#### [The data]
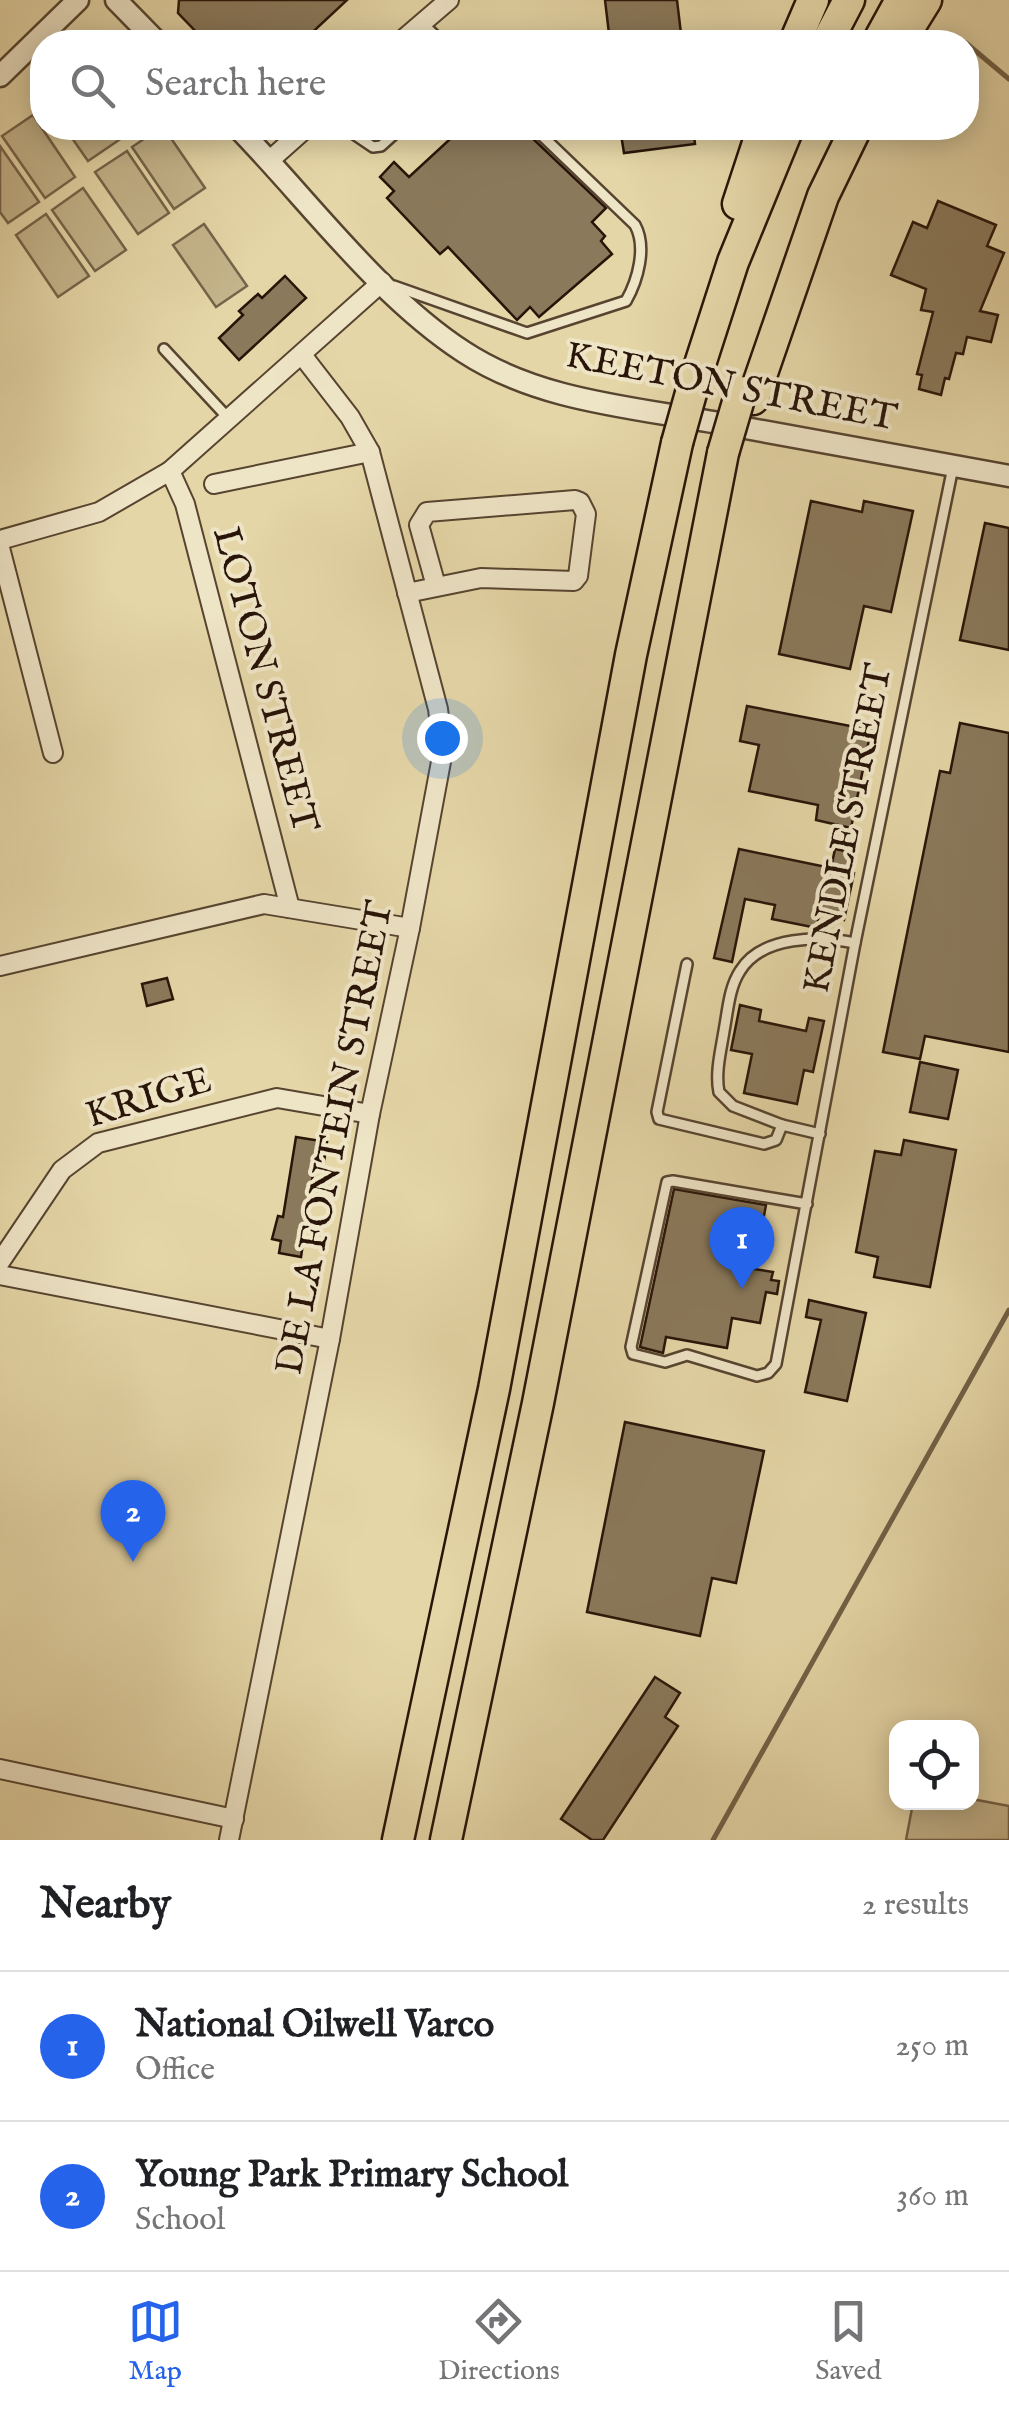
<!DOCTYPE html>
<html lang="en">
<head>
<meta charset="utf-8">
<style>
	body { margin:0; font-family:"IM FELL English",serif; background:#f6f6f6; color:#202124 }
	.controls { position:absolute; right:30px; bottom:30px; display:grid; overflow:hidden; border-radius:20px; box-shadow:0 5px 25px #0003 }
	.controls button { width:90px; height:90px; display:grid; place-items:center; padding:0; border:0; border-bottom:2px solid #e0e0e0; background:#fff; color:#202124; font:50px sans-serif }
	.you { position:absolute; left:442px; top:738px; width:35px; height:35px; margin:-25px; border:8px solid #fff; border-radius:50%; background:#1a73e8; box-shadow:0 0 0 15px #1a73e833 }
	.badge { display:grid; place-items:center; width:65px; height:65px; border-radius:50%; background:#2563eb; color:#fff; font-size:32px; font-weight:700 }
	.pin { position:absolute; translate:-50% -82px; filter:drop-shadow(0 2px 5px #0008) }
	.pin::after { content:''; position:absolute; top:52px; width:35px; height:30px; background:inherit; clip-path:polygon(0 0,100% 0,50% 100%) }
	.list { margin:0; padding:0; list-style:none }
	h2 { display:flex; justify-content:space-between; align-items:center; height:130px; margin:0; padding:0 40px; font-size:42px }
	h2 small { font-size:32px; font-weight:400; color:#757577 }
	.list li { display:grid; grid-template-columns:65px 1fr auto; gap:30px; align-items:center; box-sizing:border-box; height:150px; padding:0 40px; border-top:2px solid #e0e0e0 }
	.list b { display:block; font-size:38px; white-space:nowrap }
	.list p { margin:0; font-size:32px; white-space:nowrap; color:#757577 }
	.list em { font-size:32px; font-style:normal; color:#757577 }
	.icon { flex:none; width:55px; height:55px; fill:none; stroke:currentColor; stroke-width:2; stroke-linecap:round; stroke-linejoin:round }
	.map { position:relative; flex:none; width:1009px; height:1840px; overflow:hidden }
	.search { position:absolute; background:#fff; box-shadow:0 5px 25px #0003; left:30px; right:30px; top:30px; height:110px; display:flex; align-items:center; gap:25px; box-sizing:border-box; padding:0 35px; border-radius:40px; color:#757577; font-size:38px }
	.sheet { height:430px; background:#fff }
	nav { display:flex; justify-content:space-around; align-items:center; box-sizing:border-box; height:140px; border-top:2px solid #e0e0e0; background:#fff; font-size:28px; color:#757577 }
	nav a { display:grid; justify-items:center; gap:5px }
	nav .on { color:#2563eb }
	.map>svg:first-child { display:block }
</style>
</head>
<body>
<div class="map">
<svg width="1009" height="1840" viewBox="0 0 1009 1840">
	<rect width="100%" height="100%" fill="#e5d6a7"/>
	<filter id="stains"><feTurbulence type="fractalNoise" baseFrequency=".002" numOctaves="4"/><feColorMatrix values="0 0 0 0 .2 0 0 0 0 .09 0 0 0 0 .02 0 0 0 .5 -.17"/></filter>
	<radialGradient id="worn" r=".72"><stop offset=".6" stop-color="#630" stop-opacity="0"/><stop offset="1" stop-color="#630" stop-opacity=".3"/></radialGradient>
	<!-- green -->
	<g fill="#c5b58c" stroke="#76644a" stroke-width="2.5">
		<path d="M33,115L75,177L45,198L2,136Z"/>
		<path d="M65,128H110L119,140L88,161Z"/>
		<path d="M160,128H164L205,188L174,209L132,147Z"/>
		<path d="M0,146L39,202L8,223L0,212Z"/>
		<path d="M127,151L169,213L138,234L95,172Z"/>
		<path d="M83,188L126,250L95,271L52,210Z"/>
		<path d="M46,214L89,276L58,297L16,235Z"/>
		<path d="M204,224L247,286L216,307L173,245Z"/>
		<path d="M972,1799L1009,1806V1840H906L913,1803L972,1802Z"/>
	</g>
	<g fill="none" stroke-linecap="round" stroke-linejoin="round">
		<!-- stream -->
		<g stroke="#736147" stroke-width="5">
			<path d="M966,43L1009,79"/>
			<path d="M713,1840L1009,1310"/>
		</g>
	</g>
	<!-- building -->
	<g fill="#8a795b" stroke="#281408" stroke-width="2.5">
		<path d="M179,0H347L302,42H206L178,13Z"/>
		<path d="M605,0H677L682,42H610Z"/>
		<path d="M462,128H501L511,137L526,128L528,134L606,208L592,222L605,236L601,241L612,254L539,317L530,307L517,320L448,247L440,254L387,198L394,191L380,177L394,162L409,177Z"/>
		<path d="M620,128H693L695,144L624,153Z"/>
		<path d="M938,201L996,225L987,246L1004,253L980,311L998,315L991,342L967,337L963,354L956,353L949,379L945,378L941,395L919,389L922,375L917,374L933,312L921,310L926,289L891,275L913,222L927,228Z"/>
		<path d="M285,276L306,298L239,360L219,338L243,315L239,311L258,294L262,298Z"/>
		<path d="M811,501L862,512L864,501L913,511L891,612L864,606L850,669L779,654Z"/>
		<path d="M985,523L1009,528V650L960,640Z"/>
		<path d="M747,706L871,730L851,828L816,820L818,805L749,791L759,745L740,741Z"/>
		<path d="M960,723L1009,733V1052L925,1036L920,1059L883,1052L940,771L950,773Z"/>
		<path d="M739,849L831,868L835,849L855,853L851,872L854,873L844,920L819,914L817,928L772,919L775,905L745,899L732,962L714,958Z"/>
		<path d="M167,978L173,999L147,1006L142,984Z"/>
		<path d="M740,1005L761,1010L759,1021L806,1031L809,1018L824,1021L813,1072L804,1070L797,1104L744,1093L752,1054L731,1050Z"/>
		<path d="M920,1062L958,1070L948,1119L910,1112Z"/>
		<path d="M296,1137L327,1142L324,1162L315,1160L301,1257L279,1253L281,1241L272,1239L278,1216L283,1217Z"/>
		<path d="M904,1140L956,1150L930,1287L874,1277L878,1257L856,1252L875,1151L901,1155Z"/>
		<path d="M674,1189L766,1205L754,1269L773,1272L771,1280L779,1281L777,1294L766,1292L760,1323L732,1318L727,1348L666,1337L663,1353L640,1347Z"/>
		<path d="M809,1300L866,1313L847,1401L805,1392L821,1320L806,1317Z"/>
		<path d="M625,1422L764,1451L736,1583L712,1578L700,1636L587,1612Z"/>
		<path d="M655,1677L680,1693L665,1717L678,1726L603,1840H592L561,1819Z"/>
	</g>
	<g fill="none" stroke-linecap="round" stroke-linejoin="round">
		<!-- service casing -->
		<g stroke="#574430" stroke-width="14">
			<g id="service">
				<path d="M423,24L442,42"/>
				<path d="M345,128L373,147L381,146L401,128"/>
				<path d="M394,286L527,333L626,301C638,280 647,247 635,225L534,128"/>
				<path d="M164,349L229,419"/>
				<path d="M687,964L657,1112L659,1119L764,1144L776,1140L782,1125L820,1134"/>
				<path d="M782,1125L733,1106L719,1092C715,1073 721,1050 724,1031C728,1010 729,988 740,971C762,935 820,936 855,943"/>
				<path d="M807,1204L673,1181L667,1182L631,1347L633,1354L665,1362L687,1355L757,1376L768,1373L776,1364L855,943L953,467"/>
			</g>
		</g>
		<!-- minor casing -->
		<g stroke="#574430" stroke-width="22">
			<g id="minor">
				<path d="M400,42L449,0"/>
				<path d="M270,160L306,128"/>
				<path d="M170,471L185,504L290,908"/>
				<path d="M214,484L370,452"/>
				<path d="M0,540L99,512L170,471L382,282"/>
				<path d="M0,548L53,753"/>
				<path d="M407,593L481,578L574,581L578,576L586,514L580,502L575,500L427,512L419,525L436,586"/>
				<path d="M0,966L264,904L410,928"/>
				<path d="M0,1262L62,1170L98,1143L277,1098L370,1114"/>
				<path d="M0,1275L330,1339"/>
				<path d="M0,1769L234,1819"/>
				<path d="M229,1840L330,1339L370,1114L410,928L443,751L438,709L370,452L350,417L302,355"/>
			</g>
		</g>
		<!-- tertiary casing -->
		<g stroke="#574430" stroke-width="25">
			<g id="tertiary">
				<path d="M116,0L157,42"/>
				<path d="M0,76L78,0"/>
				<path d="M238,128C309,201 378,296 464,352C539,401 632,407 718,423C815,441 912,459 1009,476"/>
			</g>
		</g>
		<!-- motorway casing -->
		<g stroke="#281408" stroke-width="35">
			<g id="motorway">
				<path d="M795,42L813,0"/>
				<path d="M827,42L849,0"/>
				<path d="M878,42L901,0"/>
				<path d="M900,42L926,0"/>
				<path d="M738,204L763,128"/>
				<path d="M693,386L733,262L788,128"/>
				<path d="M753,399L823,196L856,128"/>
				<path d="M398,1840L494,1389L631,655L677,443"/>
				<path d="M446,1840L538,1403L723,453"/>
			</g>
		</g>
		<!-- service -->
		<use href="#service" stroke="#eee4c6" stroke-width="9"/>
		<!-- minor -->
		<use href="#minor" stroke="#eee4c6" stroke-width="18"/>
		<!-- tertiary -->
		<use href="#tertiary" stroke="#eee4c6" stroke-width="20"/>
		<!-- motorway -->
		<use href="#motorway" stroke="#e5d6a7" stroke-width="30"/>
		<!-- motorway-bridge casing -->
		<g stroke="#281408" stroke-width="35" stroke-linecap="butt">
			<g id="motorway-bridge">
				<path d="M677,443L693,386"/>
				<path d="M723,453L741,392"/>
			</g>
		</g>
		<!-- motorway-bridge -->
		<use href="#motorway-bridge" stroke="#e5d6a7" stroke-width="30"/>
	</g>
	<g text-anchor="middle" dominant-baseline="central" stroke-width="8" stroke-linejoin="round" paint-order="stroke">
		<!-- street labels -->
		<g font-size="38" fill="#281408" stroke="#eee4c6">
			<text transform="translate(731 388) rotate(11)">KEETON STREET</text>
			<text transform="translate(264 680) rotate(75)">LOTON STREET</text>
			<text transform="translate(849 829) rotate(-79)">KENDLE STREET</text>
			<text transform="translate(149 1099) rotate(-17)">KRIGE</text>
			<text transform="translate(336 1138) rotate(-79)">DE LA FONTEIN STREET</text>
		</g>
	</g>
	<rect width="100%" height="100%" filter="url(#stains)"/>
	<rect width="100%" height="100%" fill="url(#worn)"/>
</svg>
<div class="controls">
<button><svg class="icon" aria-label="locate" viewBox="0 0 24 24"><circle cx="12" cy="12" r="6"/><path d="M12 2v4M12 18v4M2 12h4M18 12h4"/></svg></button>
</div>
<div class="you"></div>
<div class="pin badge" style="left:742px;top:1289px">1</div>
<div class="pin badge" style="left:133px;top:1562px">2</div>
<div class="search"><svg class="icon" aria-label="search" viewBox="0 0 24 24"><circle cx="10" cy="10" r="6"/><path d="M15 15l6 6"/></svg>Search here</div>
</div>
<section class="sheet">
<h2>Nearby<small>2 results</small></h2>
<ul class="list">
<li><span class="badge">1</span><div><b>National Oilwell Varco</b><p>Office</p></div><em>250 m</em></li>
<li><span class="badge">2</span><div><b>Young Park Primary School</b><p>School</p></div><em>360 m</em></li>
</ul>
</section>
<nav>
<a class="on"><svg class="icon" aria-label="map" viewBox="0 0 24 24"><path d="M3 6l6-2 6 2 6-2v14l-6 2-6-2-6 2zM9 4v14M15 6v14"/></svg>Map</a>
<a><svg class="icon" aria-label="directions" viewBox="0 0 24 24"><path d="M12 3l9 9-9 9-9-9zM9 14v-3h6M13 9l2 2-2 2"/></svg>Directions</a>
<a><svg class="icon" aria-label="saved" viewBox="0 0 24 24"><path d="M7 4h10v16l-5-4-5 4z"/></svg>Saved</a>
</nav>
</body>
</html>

#### [What to produce]
Every line of the data that includes the word "worn" should be copied.

#### [Answer to the problem]
	<radialGradient id="worn" r=".72"><stop offset=".6" stop-color="#630" stop-opacity="0"/><stop offset="1" stop-color="#630" stop-opacity=".3"/></radialGradient>
	<rect width="100%" height="100%" fill="url(#worn)"/>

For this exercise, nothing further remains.